'Neden İzmir ve Kıbrıs?'

Yayın Tarihi: 04/01/11 07:00
okuma süresi: 8 dak.
A- A A+

'Sn. Özadam,

Yazınızda açık açık verdiğiniz mesaj inşallah doğru adrese gider.

Size katılıyorum.

Bu ülkede birileri oyun oynuyor.

Figüranlar ise maalesef bu halkın seçtiği hükümet üyeleri.

Oyuna geliyorlar...

Hem de göz göre göre ve hata üstüne hata yapıyorlar.

Ülkemiz adına bunlar hiç de umut vaadeden gelişmeler değil.

Ama yine de bir umut var.

Hatta birkaç umut var 2011 yılına daha daha güzel duygularla bakabilmek için.

Kıbrıslı Türkler, farklı görüşlerden dolayı kavga etseler de, birbirlerini kırsalar da asla birbirlerinden nefret etmezler ve kin gütmezler.

Farklı düşüncede olsalar dahi karşıt görüşteki arkadaşlarının sıkı zamanlarında onların yanına ilk koşan olurlar.

Günlük yaşamımıza baktığımız zaman bunu çok açık görebilmekteyiz.

Bu ise toplum olarak birçok başka toplumlara nazaran elimizde bulunan en büyük zenginliğimiz ve hazinemizdir.
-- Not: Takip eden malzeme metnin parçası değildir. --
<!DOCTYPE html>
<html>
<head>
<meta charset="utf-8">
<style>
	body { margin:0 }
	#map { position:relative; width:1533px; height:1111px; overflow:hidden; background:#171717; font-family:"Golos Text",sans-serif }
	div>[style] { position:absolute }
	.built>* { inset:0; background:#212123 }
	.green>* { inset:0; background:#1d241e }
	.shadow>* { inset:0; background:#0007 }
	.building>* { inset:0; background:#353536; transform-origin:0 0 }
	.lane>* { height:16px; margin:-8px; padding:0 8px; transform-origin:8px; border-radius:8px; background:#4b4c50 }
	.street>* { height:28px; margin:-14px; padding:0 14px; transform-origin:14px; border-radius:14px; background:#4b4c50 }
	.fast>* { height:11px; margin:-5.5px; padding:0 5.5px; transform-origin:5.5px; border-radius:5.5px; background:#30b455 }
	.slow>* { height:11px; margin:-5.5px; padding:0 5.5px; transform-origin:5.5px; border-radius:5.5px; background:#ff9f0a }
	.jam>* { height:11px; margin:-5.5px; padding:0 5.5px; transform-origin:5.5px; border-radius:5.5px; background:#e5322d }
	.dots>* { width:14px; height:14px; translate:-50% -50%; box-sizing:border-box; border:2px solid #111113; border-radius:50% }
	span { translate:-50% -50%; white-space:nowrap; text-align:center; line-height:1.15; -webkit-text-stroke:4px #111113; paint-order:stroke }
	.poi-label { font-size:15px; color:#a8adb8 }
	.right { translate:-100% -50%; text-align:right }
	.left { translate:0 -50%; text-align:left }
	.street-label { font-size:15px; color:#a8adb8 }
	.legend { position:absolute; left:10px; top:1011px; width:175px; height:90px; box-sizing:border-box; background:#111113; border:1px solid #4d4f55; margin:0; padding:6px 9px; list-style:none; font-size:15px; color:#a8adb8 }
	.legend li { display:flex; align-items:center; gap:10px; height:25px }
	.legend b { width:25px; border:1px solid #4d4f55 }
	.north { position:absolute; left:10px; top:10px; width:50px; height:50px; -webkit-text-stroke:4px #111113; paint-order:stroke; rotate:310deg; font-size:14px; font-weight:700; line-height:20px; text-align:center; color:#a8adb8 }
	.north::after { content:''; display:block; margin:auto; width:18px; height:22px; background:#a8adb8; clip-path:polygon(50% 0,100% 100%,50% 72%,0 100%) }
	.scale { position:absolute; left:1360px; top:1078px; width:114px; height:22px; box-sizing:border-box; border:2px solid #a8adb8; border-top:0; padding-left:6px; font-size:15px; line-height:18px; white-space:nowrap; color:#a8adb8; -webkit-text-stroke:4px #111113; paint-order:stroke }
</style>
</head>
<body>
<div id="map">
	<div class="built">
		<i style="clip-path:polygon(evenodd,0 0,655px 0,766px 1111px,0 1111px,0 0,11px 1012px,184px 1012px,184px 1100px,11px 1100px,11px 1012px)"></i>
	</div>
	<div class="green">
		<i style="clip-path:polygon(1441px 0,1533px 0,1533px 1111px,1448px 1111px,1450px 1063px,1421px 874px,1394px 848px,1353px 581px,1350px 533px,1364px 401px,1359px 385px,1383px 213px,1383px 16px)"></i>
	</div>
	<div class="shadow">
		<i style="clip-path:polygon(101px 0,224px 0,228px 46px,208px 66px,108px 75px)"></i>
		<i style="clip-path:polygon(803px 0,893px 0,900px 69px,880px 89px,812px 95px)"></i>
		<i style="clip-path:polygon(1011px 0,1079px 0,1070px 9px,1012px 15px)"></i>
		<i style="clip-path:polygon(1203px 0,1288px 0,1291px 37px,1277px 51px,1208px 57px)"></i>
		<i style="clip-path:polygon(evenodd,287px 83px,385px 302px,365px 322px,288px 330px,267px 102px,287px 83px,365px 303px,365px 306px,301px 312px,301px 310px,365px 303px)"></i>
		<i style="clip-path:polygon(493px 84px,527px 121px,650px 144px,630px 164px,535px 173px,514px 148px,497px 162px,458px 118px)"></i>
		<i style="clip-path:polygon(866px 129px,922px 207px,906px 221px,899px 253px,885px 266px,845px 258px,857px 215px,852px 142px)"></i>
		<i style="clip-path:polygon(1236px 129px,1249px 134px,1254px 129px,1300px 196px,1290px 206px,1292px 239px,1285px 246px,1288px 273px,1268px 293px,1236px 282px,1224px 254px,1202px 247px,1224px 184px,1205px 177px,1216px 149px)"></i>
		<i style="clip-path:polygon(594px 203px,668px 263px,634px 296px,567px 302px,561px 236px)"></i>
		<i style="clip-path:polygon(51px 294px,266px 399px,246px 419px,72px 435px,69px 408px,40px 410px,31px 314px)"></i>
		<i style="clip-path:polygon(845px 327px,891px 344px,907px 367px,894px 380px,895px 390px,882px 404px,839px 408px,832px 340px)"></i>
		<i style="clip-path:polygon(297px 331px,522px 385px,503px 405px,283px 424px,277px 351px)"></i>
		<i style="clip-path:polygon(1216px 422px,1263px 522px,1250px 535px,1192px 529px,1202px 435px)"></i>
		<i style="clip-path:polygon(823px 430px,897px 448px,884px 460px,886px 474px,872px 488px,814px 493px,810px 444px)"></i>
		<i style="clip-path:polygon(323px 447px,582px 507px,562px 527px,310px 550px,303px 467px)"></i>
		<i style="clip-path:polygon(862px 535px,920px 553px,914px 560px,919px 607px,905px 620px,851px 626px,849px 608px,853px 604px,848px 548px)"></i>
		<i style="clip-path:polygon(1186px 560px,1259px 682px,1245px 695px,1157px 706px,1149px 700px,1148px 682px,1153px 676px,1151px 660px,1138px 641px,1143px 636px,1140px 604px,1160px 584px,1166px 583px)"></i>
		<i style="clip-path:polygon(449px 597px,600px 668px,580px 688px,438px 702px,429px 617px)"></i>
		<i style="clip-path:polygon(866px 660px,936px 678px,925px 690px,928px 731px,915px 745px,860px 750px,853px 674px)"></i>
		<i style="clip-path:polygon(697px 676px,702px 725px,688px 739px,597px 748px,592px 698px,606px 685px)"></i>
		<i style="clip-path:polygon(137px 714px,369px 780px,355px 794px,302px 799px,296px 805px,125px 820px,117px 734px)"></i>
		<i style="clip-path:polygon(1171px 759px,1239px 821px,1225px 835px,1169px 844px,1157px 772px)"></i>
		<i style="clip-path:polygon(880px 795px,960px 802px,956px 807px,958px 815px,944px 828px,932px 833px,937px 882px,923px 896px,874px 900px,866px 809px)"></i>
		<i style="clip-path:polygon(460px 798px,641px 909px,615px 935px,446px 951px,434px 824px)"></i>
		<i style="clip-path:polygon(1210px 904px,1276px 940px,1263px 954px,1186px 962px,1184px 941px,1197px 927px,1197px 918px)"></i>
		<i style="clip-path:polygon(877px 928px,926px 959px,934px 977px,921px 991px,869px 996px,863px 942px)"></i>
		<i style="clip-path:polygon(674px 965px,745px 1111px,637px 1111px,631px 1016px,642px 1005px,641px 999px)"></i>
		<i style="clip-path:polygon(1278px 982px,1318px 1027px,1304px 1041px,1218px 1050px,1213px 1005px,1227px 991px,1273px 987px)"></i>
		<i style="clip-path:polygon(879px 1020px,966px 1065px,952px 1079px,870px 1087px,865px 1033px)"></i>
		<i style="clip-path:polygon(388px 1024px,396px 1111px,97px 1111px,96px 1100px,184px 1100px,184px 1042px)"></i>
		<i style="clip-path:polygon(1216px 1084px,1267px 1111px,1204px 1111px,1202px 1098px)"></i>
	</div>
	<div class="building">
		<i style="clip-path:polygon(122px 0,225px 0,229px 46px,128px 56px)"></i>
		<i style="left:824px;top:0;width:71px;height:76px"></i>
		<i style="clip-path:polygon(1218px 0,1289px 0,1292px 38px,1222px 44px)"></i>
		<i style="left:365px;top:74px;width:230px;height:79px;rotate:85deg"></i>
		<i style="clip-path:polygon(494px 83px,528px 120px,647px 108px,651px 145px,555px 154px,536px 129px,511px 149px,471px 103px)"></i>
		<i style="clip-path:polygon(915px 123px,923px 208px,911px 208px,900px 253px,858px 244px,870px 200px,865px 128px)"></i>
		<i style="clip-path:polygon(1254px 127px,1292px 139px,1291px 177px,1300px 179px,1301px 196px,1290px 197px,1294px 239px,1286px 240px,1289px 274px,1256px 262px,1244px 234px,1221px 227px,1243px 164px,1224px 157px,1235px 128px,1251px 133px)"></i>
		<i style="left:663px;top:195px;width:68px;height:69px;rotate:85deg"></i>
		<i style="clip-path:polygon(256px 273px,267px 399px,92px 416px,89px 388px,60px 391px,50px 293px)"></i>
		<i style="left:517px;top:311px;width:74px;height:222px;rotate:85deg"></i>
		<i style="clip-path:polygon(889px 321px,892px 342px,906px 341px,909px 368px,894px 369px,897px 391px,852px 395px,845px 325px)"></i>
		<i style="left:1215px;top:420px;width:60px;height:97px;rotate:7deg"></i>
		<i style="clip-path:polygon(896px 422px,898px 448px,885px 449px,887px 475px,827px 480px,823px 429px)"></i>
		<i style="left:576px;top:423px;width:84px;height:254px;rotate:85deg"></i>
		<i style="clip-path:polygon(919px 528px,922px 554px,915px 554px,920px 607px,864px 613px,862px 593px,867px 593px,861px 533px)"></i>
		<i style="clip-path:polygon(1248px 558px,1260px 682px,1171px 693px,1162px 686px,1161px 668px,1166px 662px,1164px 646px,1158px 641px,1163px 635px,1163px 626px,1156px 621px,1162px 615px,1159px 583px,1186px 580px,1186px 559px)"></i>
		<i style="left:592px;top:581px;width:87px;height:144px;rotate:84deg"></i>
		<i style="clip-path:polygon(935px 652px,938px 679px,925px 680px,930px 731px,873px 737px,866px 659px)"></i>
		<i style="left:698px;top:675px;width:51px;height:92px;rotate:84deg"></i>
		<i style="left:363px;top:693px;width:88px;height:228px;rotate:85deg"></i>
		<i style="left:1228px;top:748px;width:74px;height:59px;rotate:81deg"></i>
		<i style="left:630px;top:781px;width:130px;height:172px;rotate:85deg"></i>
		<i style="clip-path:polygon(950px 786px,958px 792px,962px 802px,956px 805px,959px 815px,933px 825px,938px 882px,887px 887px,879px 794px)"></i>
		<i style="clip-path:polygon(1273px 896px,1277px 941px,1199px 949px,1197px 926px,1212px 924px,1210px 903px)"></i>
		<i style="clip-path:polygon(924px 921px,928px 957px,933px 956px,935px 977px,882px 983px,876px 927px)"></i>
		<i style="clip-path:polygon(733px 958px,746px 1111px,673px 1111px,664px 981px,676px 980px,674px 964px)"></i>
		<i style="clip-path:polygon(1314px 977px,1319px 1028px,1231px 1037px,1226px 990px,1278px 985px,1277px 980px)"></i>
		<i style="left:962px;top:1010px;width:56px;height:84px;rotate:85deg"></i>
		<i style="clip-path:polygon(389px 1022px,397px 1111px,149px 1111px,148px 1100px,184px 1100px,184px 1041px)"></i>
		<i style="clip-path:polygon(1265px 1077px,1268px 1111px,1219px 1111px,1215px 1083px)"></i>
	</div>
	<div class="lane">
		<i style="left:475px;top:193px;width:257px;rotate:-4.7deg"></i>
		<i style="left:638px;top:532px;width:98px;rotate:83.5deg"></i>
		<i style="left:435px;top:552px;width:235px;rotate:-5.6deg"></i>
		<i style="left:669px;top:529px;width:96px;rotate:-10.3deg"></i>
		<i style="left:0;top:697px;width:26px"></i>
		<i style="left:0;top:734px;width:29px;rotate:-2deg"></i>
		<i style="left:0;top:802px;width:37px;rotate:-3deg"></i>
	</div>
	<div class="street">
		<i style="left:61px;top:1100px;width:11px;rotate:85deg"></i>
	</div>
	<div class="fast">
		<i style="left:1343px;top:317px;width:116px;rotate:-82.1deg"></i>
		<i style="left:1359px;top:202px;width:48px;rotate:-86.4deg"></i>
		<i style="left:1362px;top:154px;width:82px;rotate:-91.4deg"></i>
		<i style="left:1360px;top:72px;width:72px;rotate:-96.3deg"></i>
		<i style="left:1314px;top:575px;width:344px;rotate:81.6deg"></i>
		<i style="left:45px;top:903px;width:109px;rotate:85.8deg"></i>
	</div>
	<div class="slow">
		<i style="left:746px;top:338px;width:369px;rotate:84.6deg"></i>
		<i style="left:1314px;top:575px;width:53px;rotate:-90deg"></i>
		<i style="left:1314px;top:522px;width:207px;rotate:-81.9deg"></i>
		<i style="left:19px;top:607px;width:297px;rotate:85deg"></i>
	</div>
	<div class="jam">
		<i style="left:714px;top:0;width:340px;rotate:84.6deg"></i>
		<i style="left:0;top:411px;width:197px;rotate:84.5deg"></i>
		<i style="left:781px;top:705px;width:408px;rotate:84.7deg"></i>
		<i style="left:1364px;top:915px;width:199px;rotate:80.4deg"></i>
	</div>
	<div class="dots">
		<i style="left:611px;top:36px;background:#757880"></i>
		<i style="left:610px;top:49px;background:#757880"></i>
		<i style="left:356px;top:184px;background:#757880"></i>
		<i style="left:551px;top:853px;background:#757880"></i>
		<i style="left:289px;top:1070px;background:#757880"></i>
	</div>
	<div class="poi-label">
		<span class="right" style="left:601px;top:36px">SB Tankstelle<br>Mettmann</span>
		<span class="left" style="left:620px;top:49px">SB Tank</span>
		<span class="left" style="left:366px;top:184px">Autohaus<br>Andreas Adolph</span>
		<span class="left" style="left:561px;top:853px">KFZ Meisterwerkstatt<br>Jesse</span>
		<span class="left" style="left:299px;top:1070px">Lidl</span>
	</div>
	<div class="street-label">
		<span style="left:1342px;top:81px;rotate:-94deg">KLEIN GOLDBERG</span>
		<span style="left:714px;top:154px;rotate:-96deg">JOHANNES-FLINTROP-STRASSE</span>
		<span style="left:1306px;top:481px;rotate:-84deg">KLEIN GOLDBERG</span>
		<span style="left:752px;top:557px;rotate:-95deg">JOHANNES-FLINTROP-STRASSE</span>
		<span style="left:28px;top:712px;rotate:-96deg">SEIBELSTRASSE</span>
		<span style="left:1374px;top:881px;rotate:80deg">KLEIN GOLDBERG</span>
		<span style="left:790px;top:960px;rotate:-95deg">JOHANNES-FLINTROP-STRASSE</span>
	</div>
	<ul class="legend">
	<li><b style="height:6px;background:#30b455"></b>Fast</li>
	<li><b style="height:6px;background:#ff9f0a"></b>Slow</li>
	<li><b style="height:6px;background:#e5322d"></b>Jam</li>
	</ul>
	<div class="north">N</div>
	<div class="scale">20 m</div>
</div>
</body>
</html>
Son yıllarda bu ülkenin parlamenter sistemi, yüzlerce yıllık bürokratik sistemi dahil yasama, yürütme ve yargı sistemlerinin tartışılır hale getirilmesi, kötülenmesi, bu ülkenin olmazsa olmazı olan sivil toplum örgütlerinin gereksiz ve ayak içinde dolaşan zararlı hatta rumcu olarak gösterilmeye çalışılması, çalışanların, memurların hazır yiyici, tembel, yetimin hakkını yiyen olarak görülmesi ve kısacası bu toplumu toplum yapan bütün değerlerin yerle bir edilmesi, hatta daha da ileri giderek bu ülkeyi vatan bilen TC kökenli insanları Kıbrıslı Türlerden ayrı tutmaya, onlara karşı kışkırtmaya kadar varan tehlikeli boyutlara getirmek bu ülke insanından çok toprağının ekonomik değerleriyle ilgilenen alışık olmadığımız bir anlayışın ürünü olduğunu görmemek için kör olmak gerekir.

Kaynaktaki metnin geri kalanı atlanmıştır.